There’s an argument amongst filmmakers that a film degree isn’t “worth it:” a student could use the money they would otherwise spend on tuition to rent film equipment and teach themselves how to use it. This argument makes some sense but presupposes that a film education’s worth lies in equipment access and technical training.
I entered film school in pursuit of technical skills, but my seven years of study and five years of teaching have shown me the greater value of exposure to a group of peers and collaborators, immersion in critical discussions about film and art, and the expectation of a continuous creative practice. I couldn’t have sought those things out on my own because I didn’t know I needed them.
It’s relatively easy to teach someone how to make a movie, but a filmmaker’s understanding of why they make their art is much more meaningful. In my classes, I strive to balance the technical instruction students expect and the critical context they may not know they need. Often that context is found by peeling apart layers of subtext and metatext that define a film’s artistic and social significance. I urge my students to consider what films are about: what they’re trying to say, and what they might accidentally be saying without meaning to. We can learn a lot by asking these questions of our work, and by applying the same criticality to the films we screen in class, we can understand them in entirely new ways.

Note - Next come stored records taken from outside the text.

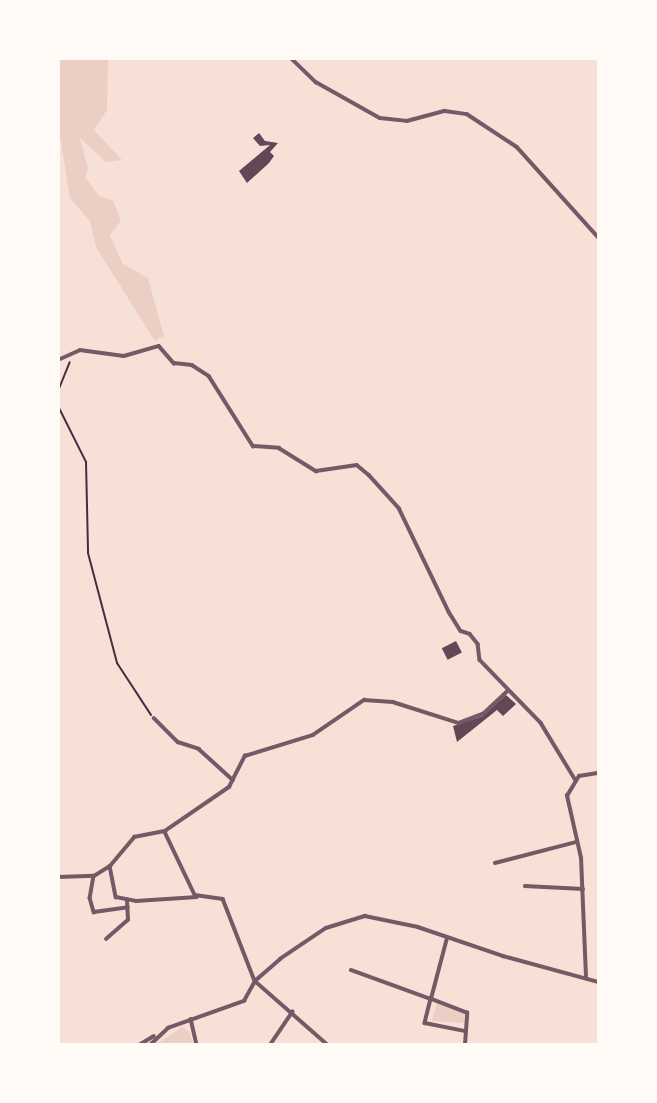 <!DOCTYPE html>
<html>
<head>
<meta charset="utf-8">
<style>
	body { margin:0 }
	#map { position:relative; width:657px; height:1103px; overflow:hidden; background:#f7e1d7; font-family:"PT Serif",serif }
	div>[style] { position:absolute }
	.green>* { inset:0; background:#ebcfc5 }
	.building>* { inset:0; background:#644757; transform-origin:0 0 }
	.path>* { height:2px; margin:-1px; padding:0 1px; transform-origin:1px; border-radius:1px; background:#4a2c40 }
	.minor>* { height:3.5px; margin:-1.75px; padding:0 1.75px; transform-origin:1.75px; border-radius:1.75px; background:#755966 }
	span { translate:-50% -50%; white-space:nowrap; text-align:center; line-height:1.15; -webkit-text-stroke:5px #fffaf5; paint-order:stroke }
	.frame { position:absolute; inset:0; border:60px solid #fffaf5; pointer-events:none }
</style>
</head>
<body>
<div id="map">
	<div class="green">
		<div style="clip-path:polygon(58px 58px,108px 58px,107px 110px,94px 130px,122px 160px,106px 162px,80px 138px,88px 168px,85px 177px,99px 196px,113px 201px,121px 220px,110px 236px,123px 264px,148px 278px,164px 336px,155px 341px,96px 247px,90px 221px,70px 198px,58px 124px)"></div>
		<div style="clip-path:polygon(437px 1002px,465px 1013px,464px 1023px,432px 1021px)"></div>
		<div style="clip-path:polygon(182px 1027px,190px 1032px,193px 1045px,155px 1045px)"></div>
	</div>
	<div class="building">
		<div style="clip-path:polygon(259px 133px,265px 141px,278px 143px,270px 152px,274px 156px,269px 163px,247px 183px,239px 171px,270px 145px,260px 146px,253px 138px)"></div>
		<div style="left:456px;top:641px;width:13px;height:16px;rotate:63deg"></div>
		<div style="clip-path:polygon(506px 695px,516px 704px,503px 716px,497px 710px,457px 742px,453px 726px,483px 716px)"></div>
	</div>
	<div class="path">
		<div style="left:58px;top:391px;width:31px;rotate:-68deg"></div>
		<div style="left:58px;top:406px;width:63px;rotate:63.4deg"></div>
		<div style="left:86px;top:462px;width:91px;rotate:88.7deg"></div>
		<div style="left:88px;top:553px;width:114px;rotate:75.2deg"></div>
		<div style="left:117px;top:663px;width:62px;rotate:56.8deg"></div>
	</div>
	<div class="minor">
		<div style="left:291px;top:58px;width:35px;rotate:44deg"></div>
		<div style="left:316px;top:82px;width:73px;rotate:29.4deg"></div>
		<div style="left:380px;top:118px;width:27px;rotate:6deg"></div>
		<div style="left:407px;top:121px;width:39px;rotate:-15deg"></div>
		<div style="left:445px;top:111px;width:22px;rotate:8deg"></div>
		<div style="left:467px;top:114px;width:60px;rotate:33.4deg"></div>
		<div style="left:517px;top:147px;width:122px;rotate:48deg"></div>
		<div style="left:58px;top:360px;width:24px;rotate:-24deg"></div>
		<div style="left:80px;top:350px;width:44px;rotate:7.8deg"></div>
		<div style="left:124px;top:356px;width:36px;rotate:-16deg"></div>
		<div style="left:159px;top:346px;width:23px;rotate:49deg"></div>
		<div style="left:174px;top:363px;width:18px;rotate:6deg"></div>
		<div style="left:192px;top:365px;width:20px;rotate:33deg"></div>
		<div style="left:209px;top:376px;width:83px;rotate:57.8deg"></div>
		<div style="left:253px;top:446px;width:26px;rotate:4deg"></div>
		<div style="left:279px;top:448px;width:44px;rotate:31.9deg"></div>
		<div style="left:316px;top:471px;width:41px;rotate:-8.3deg"></div>
		<div style="left:357px;top:465px;width:16px;rotate:40deg"></div>
		<div style="left:369px;top:475px;width:45px;rotate:47.7deg"></div>
		<div style="left:399px;top:508px;width:115px;rotate:64.3deg"></div>
		<div style="left:449px;top:612px;width:22px;rotate:58deg"></div>
		<div style="left:461px;top:631px;width:9px;rotate:18deg"></div>
		<div style="left:470px;top:634px;width:13px;rotate:51deg"></div>
		<div style="left:478px;top:644px;width:16px;rotate:83deg"></div>
		<div style="left:480px;top:660px;width:88px;rotate:45.9deg"></div>
		<div style="left:541px;top:723px;width:66px;rotate:58.7deg"></div>
		<div style="left:154px;top:718px;width:34px;rotate:45deg"></div>
		<div style="left:178px;top:742px;width:22px;rotate:18deg"></div>
		<div style="left:199px;top:749px;width:46px;rotate:42.4deg"></div>
		<div style="left:165px;top:832px;width:70px;rotate:64.5deg"></div>
		<div style="left:195px;top:895px;width:28px;rotate:8deg"></div>
		<div style="left:223px;top:899px;width:88px;rotate:68.7deg"></div>
		<div style="left:255px;top:981px;width:97px;rotate:41.2deg"></div>
		<div style="left:495px;top:863px;width:84px;rotate:-14.5deg"></div>
		<div style="left:110px;top:866px;width:32px;rotate:79deg"></div>
		<div style="left:116px;top:897px;width:20px;rotate:11deg"></div>
		<div style="left:136px;top:901px;width:61px;rotate:-3.8deg"></div>
		<div style="left:94px;top:876px;width:22px;rotate:100deg"></div>
		<div style="left:90px;top:898px;width:15px;rotate:74deg"></div>
		<div style="left:94px;top:912px;width:34px;rotate:-8deg"></div>
		<div style="left:58px;top:877px;width:36px;rotate:-2deg"></div>
		<div style="left:94px;top:876px;width:19px;rotate:-32deg"></div>
		<div style="left:110px;top:866px;width:38px;rotate:-50deg"></div>
		<div style="left:134px;top:837px;width:32px;rotate:-11deg"></div>
		<div style="left:165px;top:831px;width:78px;rotate:-34.5deg"></div>
		<div style="left:229px;top:787px;width:35px;rotate:-63deg"></div>
		<div style="left:245px;top:756px;width:71px;rotate:-17.2deg"></div>
		<div style="left:313px;top:735px;width:62px;rotate:-34.5deg"></div>
		<div style="left:364px;top:700px;width:29px;rotate:4deg"></div>
		<div style="left:393px;top:702px;width:69px;rotate:17.7deg"></div>
		<div style="left:459px;top:723px;width:26px;rotate:-21deg"></div>
		<div style="left:483px;top:714px;width:33px;rotate:-43deg"></div>
		<div style="left:525px;top:886px;width:58px;rotate:3deg"></div>
		<div style="left:106px;top:939px;width:29px;rotate:-41deg"></div>
		<div style="left:128px;top:920px;width:20px;rotate:-93deg"></div>
		<div style="left:351px;top:970px;width:85px;rotate:19.9deg"></div>
		<div style="left:431px;top:999px;width:63px;rotate:-75.3deg"></div>
		<div style="left:586px;top:977px;width:119px;rotate:-92.4deg"></div>
		<div style="left:581px;top:858px;width:64px;rotate:-102.7deg"></div>
		<div style="left:567px;top:796px;width:23px;rotate:-59deg"></div>
		<div style="left:579px;top:776px;width:20px;rotate:-9deg"></div>
		<div style="left:191px;top:1019px;width:27px;rotate:77deg"></div>
		<div style="left:139px;top:1045px;width:17px;rotate:-31deg"></div>
		<div style="left:150px;top:1045px;width:25px;rotate:-43deg"></div>
		<div style="left:168px;top:1028px;width:81px;rotate:-19.6deg"></div>
		<div style="left:244px;top:1001px;width:23px;rotate:-61deg"></div>
		<div style="left:255px;top:981px;width:33px;rotate:-41deg"></div>
		<div style="left:280px;top:959px;width:55px;rotate:-34deg"></div>
		<div style="left:326px;top:928px;width:41px;rotate:-17.1deg"></div>
		<div style="left:365px;top:916px;width:54px;rotate:11.7deg"></div>
		<div style="left:418px;top:927px;width:90px;rotate:18.8deg"></div>
		<div style="left:503px;top:956px;width:99px;rotate:15.2deg"></div>
		<div style="left:270px;top:1045px;width:40px;rotate:-56deg"></div>
		<div style="left:465px;top:1045px;width:32px;rotate:-86deg"></div>
		<div style="left:467px;top:1013px;width:39px;rotate:-159deg"></div>
		<div style="left:431px;top:999px;width:25px;rotate:104deg"></div>
		<div style="left:425px;top:1023px;width:41px;rotate:11.3deg"></div>
	</div>
	<div class="frame"></div>
</div>
</body>
</html>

Cinema is steeped in the same biases that shape our society. I’m uncomfortable with the overwhelmingly white‑, straight‑, male-ness of the cinematic canon and I do my best to screen work by constituents of various minorities, but the fact remains that most successful filmmakers (in Hollywood, but also in independent and avant-garde film) are a distinctly homogenous bunch. This is something students can and should contend with in class, and it introduces a host of questions. How should we appreciate important and innovative artwork made at the expense of artists who were systematically silenced by institutional discrimination? Are the aesthetic preferences of the contemporary film industry and audience inherently prejudiced against certain identities?
Finding value in structured critique
Critiques are an imperfect practice, but also an essential step in the creative process. Offering and receiving constructive critique is perhaps the most important foundational element of any creative education. Most incoming students are uncomfortable participating in open-ended critique sessions, so I encourage the use of a framework—a simple procedure to facilitate discussion that doesn’t rely on a complex set of rules.
With few exceptions, a work of art must stand on its own without the artist intervening to explain their intentions or their process. To this end, the Critical Friends Group model is a useful starting point. In my simplified implementation, students present their work to the class without prologue, apology, or explanation, then listen while the class discusses the work as they encountered it—things they liked, questions they had, ways the piece could be improved—and only at the end of the critique does the presenter directly engage with the group, usually to ask and answer clarifying questions. This approach ensures that nobody feels the critique is a referendum on the presenting student, and it encourages taciturn (or sleepy) critique groups to grapple directly with the work in greater detail.
The possibilities of radical collaboration
Much of my research relates to what I call “radical collaboration,” an abject dedication to the process of making work jointly with other artists, and an exuberant rejection of any claim to individual authorship of that work. My own forays into radical collaboration allow me to escape my customary practice and contribute to work drastically different from the work I usually make. Such opportunities can be particularly beneficial in encouraging more adventurous work from students who are still establishing their own creative identities but may also feel constrained by work they’ve made in the past. I’ve done some collaborative exercises in recent courses (they tend to make for amusing writing games), but I hope to further expand on these principles and introduce more ambitious collaborative processes into my courses.